CSE 544 Class Project Instructions and Suggestions
Final project presentation schedule
Date: Wednesday, December 6th, 9:30am to 11:45am
Location: CSE 403
Please try to attend as many talks as you can.
Time |
Team |
9:30 |
Travis Kriplean and Evan Welbourne |
Assessing Fine Grained Access Control Techniques for Peer-Based Privacy Concerns in the RFID Ecosystem |
9:45 |
Roxana Geambasu and Tanya Bragin |
Exploiting History in a Network Intrusion Detection System |
10:00 |
Bao Nguyen and Thach Nguyen |
Selective Sharing of Personal Files |
10:15 |
Abhay Kumar Jha |
Rewriting queries to handle Self-Joins in MystiQ |
10:30 |
Natalie Linnell and Sandra Fan |
Searching Classroom Lecture Videos Augmented with Slides and Ink |
10:45 |
Ben Lerner and Stephen Friedman |
Identifying Musical Themes using Streaming Databases |
11:00 |
Zeinab Abbassi |
A Weblog Recommender System Based on Random Walks and Spectral Methods |
11:15 |
Brian DeRenzi and Yaw Anokwa |
Flakey: An Archival System for Unreliable Sensor Streams in Stream Processing Engines |
Overview
A large portion (35%) of your grade in 544 consists of a final
project. This project is meant to be a substantial independent
research or engineering effort related to material we have studied in
class. Your project may involve a comparison of systems we have read
about, an application of database techniques to a system you are
familiar with, or be a database-related project in your research area.

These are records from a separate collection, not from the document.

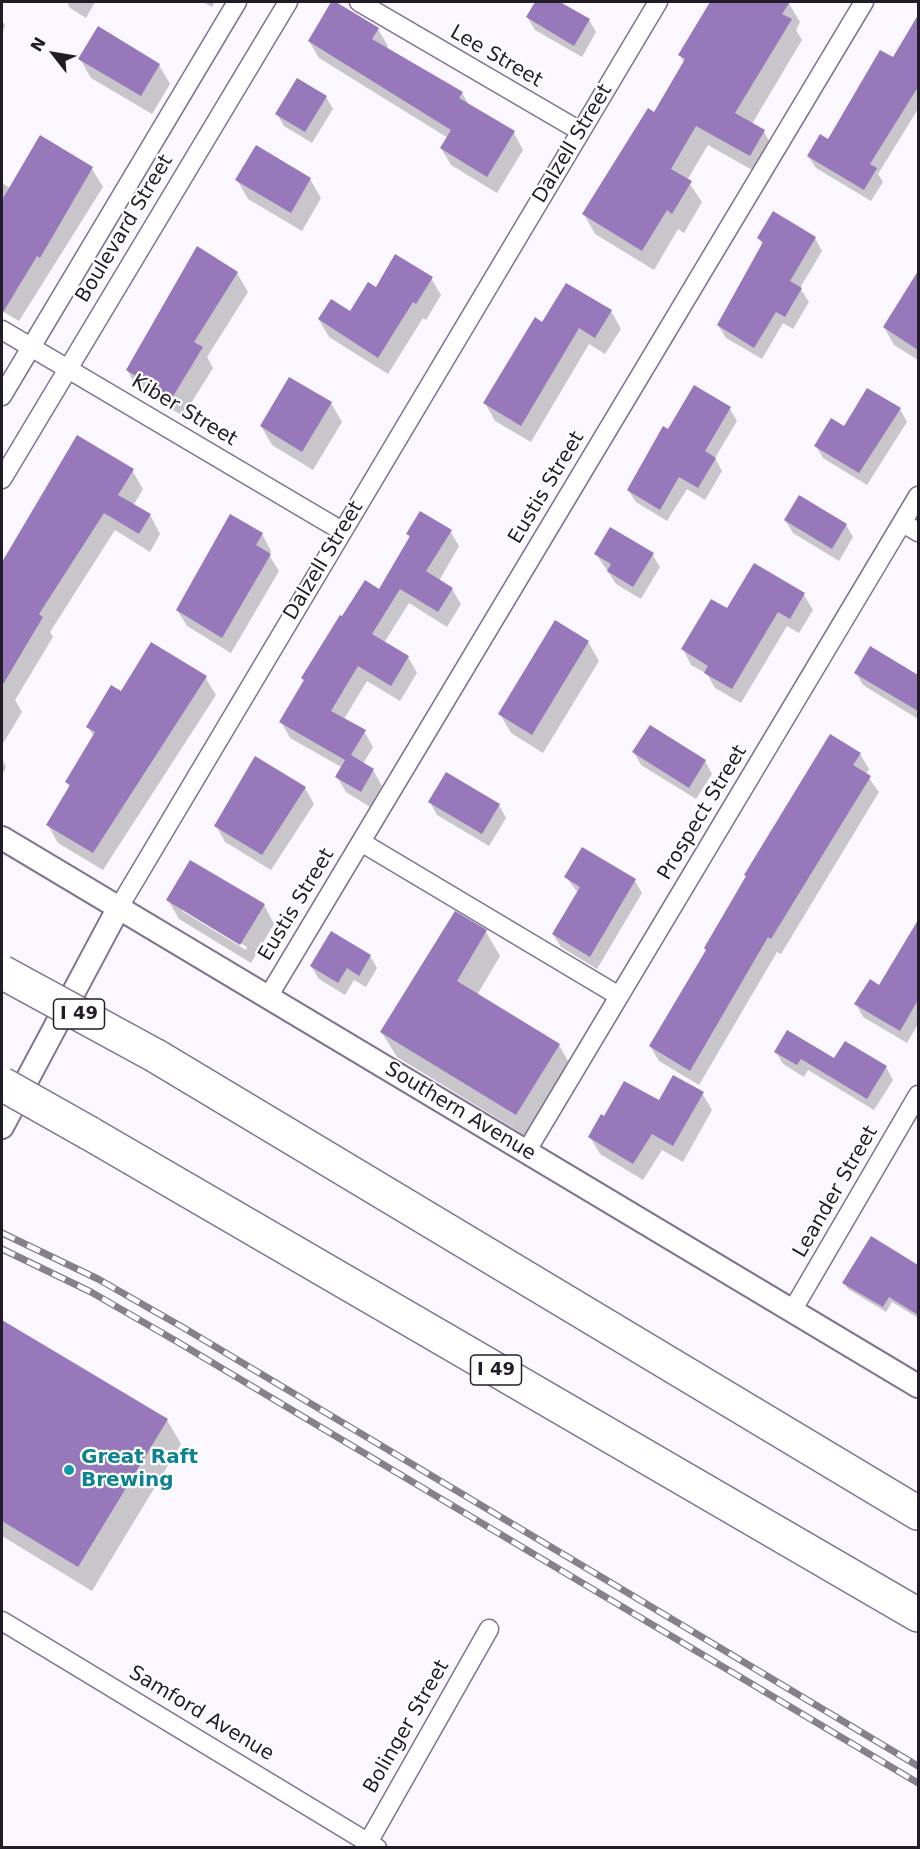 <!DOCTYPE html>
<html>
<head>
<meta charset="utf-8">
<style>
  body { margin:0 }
  #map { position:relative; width:920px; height:1849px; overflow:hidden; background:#faf7fe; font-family:"DejaVu Sans",sans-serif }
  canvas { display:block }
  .frame { position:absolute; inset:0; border:3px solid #221c29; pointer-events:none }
  .north { position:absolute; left:24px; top:24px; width:60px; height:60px; -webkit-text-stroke:4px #fff; paint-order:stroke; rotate:301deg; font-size:16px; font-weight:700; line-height:24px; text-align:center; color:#221c29 }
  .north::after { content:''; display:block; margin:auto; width:21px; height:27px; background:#221c29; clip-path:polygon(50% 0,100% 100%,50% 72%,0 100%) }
</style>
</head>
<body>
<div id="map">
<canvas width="920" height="1849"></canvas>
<div class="frame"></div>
<div class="north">N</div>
</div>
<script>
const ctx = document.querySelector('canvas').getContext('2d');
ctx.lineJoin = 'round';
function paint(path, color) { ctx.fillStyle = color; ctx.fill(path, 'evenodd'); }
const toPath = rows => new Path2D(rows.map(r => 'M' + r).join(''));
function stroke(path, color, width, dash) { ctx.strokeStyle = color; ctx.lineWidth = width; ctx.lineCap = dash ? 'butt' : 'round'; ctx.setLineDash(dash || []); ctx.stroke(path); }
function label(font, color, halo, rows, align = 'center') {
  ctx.font = font + ' "DejaVu Sans",sans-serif'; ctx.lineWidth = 4.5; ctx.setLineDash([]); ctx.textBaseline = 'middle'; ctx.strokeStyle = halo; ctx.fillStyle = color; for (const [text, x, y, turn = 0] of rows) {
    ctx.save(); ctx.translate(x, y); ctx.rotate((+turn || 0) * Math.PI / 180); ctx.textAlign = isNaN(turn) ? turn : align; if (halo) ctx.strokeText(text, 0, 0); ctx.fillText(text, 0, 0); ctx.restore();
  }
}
const shadow = toPath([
  [67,2,95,2,86,18,70,8],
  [203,2,215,2,212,7],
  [333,2,378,29,388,46,387,48,462,93,469,105,514,133,523,150,497,193,451,165,441,148,448,138,319,58,309,41],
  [536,2,557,2,589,20,596,32,582,57,535,30,527,17],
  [712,2,788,2,800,22,796,30,802,40,752,124,764,132,775,151,761,175,708,145,687,180,702,202,684,233,678,229,654,270,595,234,584,214,654,114,684,63,680,55],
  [918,18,918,109,878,174,883,182,871,201,816,168,808,156,828,141,894,59],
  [2,19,5,26,2,33],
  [80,59,159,65,170,84,152,114,91,78],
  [326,97,333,109,312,143,284,126,277,114],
  [41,138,92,169,103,187,19,321,2,311,2,183,10,188],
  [257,147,310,179,321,198,302,231,248,199,237,180],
  [759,238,815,238,822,251,800,288,809,302,793,329,783,323,762,359,726,338,718,325,763,246],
  [237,273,248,292,207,357,213,368,183,416,138,389,127,370],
  [918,273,918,360,894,345,884,327],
  [431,278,441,295,426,320,423,318,388,374,329,337,319,320,351,313,376,289],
  [611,311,621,329,605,354,589,344,531,442,495,421,485,403,543,324],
  [331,403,342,422,313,470,272,445,261,426],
  [730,409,737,421,715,458,722,471,705,500,687,489,667,521,636,502,628,490,669,431],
  [900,409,907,422,867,485,823,458,816,446],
  [77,437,132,470,143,489,133,506,150,515,160,534,150,552,115,530,50,632,53,637,15,700,22,712,2,745,2,565],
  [785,520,846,525,853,537,839,561,793,533],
  [450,531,459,546,439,581,452,589,461,604,447,627,409,603,384,643,408,657,417,673,400,701,367,681,344,719,364,731,373,747,363,764,373,770,382,786,370,807,346,792,337,777,343,768,290,738,281,722,305,682,302,678,343,618,379,591,411,539,408,534],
  [262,534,271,551,269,555,279,571,231,653,187,626,177,610],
  [596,554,652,554,660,567,641,599,616,584],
  [755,565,804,595,813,610,799,633,787,626,741,703,715,688,707,674,691,665,683,649,727,610],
  [588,642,599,661,543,753,511,733,500,714],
  [871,648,918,677,918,719,863,685,856,673],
  [205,677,216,695,103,870,58,843,48,825,70,788,67,782,94,737,88,727,122,693],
  [634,752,705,761,712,774,696,799,641,765],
  [860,754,869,769,866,774,879,792,781,954,777,952,699,1085,659,1061,650,1046],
  [2,759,6,767,2,776],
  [305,788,314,804,271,870,225,842,216,826],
  [430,802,499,805,506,818,489,846,437,815],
  [566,877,635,881,642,893,597,969,561,947,553,934,578,893],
  [168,900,264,905,274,924,251,963,179,919],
  [182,908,247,947,246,950,182,911],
  [455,913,486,932,500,956,477,995,559,1045,573,1070,531,1139,397,1057,382,1033],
  [910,936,918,941,918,1024,907,1043,863,1017,856,1004,880,987],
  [370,956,377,968,366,987,354,980,345,995,319,979,311,966],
  [776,1052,886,1067,893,1080,874,1110,808,1070,804,1077,783,1064],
  [702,1093,712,1110,683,1162,662,1150,643,1180,600,1154,590,1137,605,1118],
  [871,1238,918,1266,918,1318,892,1302,886,1312,848,1289,844,1283],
  [2,1321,167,1420,181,1444,92,1591,2,1536]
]);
const building = toPath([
  [331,2,336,2,379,28,372,39,463,92,459,98,515,131,487,177,440,148,451,130,308,41],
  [535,2,560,2,590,19,574,46,526,17],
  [710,2,790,2,782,14,792,19,735,113,765,130,750,156,696,126,671,169,692,181,672,214,667,210,642,251,582,214,648,108,654,112,685,59,678,55],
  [918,15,918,87,870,164,877,168,864,190,807,156,820,134,828,139,880,50,893,57],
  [98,26,160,64,141,96,78,59],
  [297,78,327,96,305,132,275,114],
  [40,135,93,167,40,258,37,256,2,314,2,200],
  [256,145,311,178,291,213,235,180],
  [773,211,816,237,790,281,802,288,785,317,776,312,754,348,717,325,763,242,757,238],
  [197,246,238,272,194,342,203,347,172,398,126,370],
  [395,254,433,277,416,304,413,302,378,358,318,319,331,299,350,311,368,282,376,287],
  [918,271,918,350,883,327],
  [566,283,612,310,595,338,579,328,521,426,483,403,535,317,542,322],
  [289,377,332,402,302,452,260,426],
  [694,385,731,407,705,451,716,458,698,488,679,477,660,510,627,490,663,426,668,429],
  [867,388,901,408,859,473,814,446,831,418,844,426],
  [77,435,134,469,118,495,151,514,139,534,104,513,39,614,43,617,2,686,2,562],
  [799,495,847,524,832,549,784,520],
  [420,511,452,530,426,571,453,588,438,612,400,589,372,634,409,656,391,686,358,666,331,711,366,730,351,755,374,769,361,792,335,777,345,760,279,722,304,680,301,678,340,615,342,616,365,580,379,589,410,536,406,534],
  [230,514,263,533,256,545,271,554,222,638,176,610],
  [610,527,654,553,633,587,607,571,611,564,594,554],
  [754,563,805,593,790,619,778,612,732,689,704,673,708,666,681,649,711,599,727,608],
  [555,620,589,641,532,735,498,714],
  [151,642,207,676,93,853,46,825,70,785,65,782,95,732,86,727,111,685,121,691],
  [870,646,918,675,918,711,854,673],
  [650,725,706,760,689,788,632,752],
  [830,734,861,753,853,765,871,776,771,939,768,937,690,1071,649,1046,706,950,704,948,746,876,744,875],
  [255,756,306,787,262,855,214,826],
  [446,772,500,804,482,834,428,802],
  [582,847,636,879,590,957,552,934,580,887,564,877],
  [190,860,265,904,240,945,166,900],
  [455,911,487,930,457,981,560,1044,516,1115,380,1032],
  [918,920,918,1000,900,1031,854,1004,870,979,879,985],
  [331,931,371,955,359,976,347,968,338,983,310,966],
  [787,1030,834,1058,845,1041,887,1066,867,1099,801,1059,797,1065,774,1052],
  [673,1075,704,1092,673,1146,652,1134,633,1164,588,1137,601,1114,604,1116,624,1081,659,1100],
  [871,1236,918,1265,918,1315,889,1297,883,1307,842,1283],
  [2,1320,168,1419,78,1567,2,1521]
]);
const minor = toPath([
  [359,2,580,131],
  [2,330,342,531],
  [2,396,237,2],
  [2,479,288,2],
  [903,523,918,532],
  [361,842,619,996],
  [119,907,658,2],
  [268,997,864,2],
  [526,1152,918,496],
  [792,1311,918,1095],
  [2,1621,377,1848],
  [365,1848,489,1629]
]);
const tertiary = toPath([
  [2,838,918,1386],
  [2,1127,119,907]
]);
const motorway = toPath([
  [156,1056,918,1513],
  [89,1133,918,1615]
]);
const rail = toPath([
  [2,1233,98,1279,184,1328,918,1766],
  [2,1249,91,1292,176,1341,918,1783]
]);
const motorwayBridge = toPath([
  [2,972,156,1056],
  [2,1084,89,1133]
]);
const markers = [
  [69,1470,6,"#0f9aa8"]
];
const shields = [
  [79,1014,51],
  [496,1370,51]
];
const shieldNames = [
  ["I 49",79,1014],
  ["I 49",496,1370]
];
const streetNames = [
  ["Lee Street",496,57,30],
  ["Dalzell Street",573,144,-59],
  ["Boulevard Street",125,229,-59],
  ["Kiber Street",184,411,31],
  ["Eustis Street",547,488,-59],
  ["Dalzell Street",324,561,-59],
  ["Prospect Street",703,813,-59],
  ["Eustis Street",297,905,-59],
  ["Southern Avenue",460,1112,31],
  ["Leander Street",836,1192,-60],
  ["Samford Avenue",201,1714,31],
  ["Bolinger Street",407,1727,-60]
];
const cultureNames = [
  ["Great Raft",81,1458],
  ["Brewing",81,1481]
];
paint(shadow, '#0003');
paint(building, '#9778ba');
stroke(minor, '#807291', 21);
stroke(tertiary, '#807291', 26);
stroke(motorway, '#807291', 36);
stroke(minor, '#fff', 18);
stroke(tertiary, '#fff', 22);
stroke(motorway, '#fff', 33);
stroke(rail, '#85808a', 7);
stroke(rail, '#fff', 4.5, [14]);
stroke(motorwayBridge, '#807291', 36, []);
stroke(motorwayBridge, '#fff', 33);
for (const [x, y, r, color] of markers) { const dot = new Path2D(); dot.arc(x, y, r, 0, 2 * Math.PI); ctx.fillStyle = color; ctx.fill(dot); stroke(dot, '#fff', 2); }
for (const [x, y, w] of shields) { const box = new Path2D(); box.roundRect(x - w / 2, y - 15, w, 30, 4.5); ctx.fillStyle = '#fff'; ctx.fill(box); stroke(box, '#221c29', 1.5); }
label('bold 18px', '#221c29', null, shieldNames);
label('20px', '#221c29', '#fff', streetNames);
label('bold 20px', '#0d838f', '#fff', cultureNames, 'left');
</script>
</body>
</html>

This document describes what is expected of a final project and
proposes some possible project ideas.
What is expected
Good class projects can vary dramatically in complexity, scope, and
topic. The only requirement is that they be related to something we
have studied in this class and that they contain some element of
research -- e.g., that you do more than simply engineer a piece of
software that someone else has described or architected. To help you
determine if your idea is of reasonable scope, we will arrange to meet
with each group several times throughout the semester.
Project schedule:
- October 4th 2006: Project teams formed: You should
have formed your 2-person team and emailed us the names of both partners.
- Week of October 9th 2006: Please schedule an appointment
with Prof. Balazinska to discuss the project you are planning on undertaking.

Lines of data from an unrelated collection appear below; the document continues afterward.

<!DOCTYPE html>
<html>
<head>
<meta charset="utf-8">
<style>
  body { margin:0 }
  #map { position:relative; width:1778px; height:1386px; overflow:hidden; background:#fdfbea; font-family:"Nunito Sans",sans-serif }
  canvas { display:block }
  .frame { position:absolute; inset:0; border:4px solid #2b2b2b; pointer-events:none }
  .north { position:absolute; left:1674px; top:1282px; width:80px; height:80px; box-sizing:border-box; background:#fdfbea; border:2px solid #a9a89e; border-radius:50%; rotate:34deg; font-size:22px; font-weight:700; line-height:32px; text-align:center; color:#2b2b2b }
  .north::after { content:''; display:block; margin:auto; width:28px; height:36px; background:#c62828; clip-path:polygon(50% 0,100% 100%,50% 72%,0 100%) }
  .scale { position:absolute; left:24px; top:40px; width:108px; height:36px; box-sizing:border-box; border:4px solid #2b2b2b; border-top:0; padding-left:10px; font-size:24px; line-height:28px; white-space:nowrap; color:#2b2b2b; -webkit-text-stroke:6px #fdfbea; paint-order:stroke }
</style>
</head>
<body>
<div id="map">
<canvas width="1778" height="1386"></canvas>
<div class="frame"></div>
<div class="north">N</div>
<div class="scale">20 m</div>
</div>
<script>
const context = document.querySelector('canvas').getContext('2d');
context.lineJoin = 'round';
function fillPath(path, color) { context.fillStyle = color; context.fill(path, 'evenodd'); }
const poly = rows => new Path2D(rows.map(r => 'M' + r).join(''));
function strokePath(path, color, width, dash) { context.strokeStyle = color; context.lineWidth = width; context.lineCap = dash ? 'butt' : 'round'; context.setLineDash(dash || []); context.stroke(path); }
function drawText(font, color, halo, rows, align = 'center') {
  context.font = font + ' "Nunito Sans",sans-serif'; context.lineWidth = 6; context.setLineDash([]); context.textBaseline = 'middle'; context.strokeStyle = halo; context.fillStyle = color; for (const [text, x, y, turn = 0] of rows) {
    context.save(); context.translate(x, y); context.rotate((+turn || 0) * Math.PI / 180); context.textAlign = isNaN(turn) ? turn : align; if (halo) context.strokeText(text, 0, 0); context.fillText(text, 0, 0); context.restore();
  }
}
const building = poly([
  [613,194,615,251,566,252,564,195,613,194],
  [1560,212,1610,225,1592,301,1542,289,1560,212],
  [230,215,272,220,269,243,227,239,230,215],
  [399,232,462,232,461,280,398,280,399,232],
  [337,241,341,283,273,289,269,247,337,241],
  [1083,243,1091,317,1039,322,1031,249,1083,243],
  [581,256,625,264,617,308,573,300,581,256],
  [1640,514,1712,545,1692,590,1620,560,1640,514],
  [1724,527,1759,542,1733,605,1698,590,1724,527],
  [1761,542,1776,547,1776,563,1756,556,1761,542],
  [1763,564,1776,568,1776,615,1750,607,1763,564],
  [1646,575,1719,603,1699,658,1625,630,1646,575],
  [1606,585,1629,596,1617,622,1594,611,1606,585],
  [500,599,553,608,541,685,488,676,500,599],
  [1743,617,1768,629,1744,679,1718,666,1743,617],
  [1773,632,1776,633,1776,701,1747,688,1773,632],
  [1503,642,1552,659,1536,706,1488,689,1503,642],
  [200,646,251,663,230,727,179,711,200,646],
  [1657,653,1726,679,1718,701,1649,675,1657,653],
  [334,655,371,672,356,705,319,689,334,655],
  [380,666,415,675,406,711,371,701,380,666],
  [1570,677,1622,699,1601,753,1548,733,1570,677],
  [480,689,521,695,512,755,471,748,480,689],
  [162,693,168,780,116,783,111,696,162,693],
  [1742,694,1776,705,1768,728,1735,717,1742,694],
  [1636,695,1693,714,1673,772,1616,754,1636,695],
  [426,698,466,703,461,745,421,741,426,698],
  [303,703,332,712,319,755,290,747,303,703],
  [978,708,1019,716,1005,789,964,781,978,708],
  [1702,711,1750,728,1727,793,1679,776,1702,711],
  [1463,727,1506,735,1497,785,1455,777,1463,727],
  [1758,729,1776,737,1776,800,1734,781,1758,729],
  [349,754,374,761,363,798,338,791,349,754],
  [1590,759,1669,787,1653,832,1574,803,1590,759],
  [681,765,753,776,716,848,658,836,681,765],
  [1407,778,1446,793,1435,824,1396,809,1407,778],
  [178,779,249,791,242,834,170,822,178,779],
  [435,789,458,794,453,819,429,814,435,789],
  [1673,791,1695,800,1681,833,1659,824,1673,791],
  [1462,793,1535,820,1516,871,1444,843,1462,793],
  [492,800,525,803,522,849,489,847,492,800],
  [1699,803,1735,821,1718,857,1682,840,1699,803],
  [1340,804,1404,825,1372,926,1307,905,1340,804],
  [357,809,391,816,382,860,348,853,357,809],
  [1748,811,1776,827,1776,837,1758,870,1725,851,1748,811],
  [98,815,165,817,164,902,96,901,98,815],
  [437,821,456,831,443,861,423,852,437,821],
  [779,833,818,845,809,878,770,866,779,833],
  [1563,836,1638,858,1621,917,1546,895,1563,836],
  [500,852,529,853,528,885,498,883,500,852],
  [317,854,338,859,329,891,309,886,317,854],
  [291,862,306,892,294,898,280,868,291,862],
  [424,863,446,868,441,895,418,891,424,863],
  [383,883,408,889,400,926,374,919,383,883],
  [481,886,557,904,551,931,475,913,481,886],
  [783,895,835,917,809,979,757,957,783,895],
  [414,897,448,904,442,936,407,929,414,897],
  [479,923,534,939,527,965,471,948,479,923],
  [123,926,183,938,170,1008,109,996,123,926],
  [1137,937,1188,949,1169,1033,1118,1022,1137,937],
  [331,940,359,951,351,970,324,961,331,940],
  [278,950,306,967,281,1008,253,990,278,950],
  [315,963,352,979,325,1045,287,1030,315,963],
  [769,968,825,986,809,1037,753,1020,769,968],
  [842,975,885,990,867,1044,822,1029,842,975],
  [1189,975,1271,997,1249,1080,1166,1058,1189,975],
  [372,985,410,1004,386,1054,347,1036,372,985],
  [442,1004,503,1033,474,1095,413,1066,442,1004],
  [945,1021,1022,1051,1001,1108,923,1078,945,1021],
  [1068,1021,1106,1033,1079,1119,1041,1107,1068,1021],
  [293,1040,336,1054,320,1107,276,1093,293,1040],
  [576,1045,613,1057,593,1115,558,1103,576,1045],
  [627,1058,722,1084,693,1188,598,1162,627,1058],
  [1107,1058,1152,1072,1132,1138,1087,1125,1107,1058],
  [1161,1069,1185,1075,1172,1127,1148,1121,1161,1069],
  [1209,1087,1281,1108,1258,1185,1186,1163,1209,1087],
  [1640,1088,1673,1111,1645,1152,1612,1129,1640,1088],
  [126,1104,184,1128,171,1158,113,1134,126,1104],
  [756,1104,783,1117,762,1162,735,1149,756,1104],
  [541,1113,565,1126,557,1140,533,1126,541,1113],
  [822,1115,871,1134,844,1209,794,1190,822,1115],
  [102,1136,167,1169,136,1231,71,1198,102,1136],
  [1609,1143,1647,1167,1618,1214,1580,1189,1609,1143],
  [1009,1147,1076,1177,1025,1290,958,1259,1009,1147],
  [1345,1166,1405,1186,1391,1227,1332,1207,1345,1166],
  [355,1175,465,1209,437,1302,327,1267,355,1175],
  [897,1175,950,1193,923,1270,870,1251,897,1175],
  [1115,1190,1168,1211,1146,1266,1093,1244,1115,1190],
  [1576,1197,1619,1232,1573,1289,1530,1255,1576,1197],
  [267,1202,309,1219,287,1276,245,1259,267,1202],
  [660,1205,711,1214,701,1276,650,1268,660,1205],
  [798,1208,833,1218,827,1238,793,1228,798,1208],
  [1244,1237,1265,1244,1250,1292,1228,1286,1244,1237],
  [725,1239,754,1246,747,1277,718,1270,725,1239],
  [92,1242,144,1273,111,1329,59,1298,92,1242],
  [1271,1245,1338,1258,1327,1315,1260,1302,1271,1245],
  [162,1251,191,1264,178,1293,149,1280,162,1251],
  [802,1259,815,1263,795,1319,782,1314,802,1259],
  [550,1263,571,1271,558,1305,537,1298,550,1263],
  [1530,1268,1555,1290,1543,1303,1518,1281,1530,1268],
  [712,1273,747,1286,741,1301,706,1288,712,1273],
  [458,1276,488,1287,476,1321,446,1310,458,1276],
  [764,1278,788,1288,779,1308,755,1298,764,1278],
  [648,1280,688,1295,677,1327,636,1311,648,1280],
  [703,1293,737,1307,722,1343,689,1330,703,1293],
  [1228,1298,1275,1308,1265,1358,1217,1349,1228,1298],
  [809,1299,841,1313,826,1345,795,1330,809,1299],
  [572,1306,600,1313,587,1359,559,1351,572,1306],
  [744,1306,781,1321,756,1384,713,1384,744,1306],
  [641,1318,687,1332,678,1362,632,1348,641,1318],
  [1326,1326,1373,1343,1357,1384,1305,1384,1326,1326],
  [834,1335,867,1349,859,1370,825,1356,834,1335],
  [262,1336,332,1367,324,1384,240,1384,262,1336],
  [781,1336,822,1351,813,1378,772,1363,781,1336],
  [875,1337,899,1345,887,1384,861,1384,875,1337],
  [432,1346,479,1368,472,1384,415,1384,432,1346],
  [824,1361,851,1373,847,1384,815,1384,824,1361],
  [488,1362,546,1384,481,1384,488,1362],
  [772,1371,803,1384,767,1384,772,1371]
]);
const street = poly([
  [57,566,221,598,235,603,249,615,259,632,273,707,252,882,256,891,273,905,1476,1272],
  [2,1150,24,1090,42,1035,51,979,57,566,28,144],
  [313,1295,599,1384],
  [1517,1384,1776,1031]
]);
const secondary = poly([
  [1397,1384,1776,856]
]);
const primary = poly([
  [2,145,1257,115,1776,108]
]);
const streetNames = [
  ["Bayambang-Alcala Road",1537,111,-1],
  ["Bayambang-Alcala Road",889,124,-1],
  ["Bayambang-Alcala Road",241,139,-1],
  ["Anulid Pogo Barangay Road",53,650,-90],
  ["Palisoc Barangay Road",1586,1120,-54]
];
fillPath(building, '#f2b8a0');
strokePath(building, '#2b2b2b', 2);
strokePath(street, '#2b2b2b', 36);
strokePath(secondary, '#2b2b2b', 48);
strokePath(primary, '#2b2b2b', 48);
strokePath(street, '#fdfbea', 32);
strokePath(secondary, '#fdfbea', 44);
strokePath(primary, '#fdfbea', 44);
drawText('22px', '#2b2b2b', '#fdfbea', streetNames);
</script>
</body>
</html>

- October 18th 2006: Project proposal is due.
- Week of October 23rd 2006: Feedback on your proposal by email.
- Week of November 6th 2006: Please schedule an appointment
with Prof. Balazinska to discuss your project.
- November 8th 2006: Project milestone report.
- Week of November 13th 2006: Feedback on your report by email.
- Week of November 27th 2006: Please schedule an appointment
with Prof. Balazinska to discuss your project.
- December 4th 2006: Final project report due.
- December 6th 2006: 15-minute project presentations.
Please refer grading guidelines to prepare your presentation.
Hand-in details
As part of the project, you need to hand-in the following three documents.
Project proposals
Format: up-to 2 pages in length, 2-columns, 10pt font, single-spaced. You can use one of many standard conference proceedings formats.
The
proposal should include
- The description of the problem you are trying to solve. The
motivation for this problem: why is this an important problem?
- The approach you plan to take to solve this problem.
- Your plan for this quarter. What do you plan to achieve by what date.
- A sketch of how you plan to evaluate your solution
- A list of at least two papers related to your problem.
- A list of resources you will need that you do not already have.
Project milestone
Format: up-to 4 pages in length, 2-columns, 10pt font, single-spaced
The
report should include:
- The description of the problem you are trying to solve.
- The description of the approach you are taking to solve the problem.
- A description of related work. How does your approach
compare with what has been done before. You must cite at least 3 papers.
- A description of what you have accomplished so far and
any problems or unexpected issues that you encountered.
- A plan for the rest of the quarter. This plan must include
the experiments you will conduct to evaluate your solution.
Project final report
Format: up-to 8 pages in length, 2-columns, 10pt font, single-spaced
You
should model the content of your report on the papers we were reading this
quarter. The report should include at least the following information:
- The motivation and description of the problem you solved.
- The description of your solution, its merits, and its limitations.
Provide both a short overview and a more detailed description of
each main component of your solution.
- An overview of related work. How does your approach
compare with what has been done before.
- An evaluation section showing the functionality, properties, and performance
of your scheme.
- Your conclusions
Project ideas
The following is a list of possible project ideas; you are not
required to choose from this list -- in fact, we encourage you to try
to solve a problem of your own choosing! If you are interested in
working on one of these projects, contact Prof. Balazinska.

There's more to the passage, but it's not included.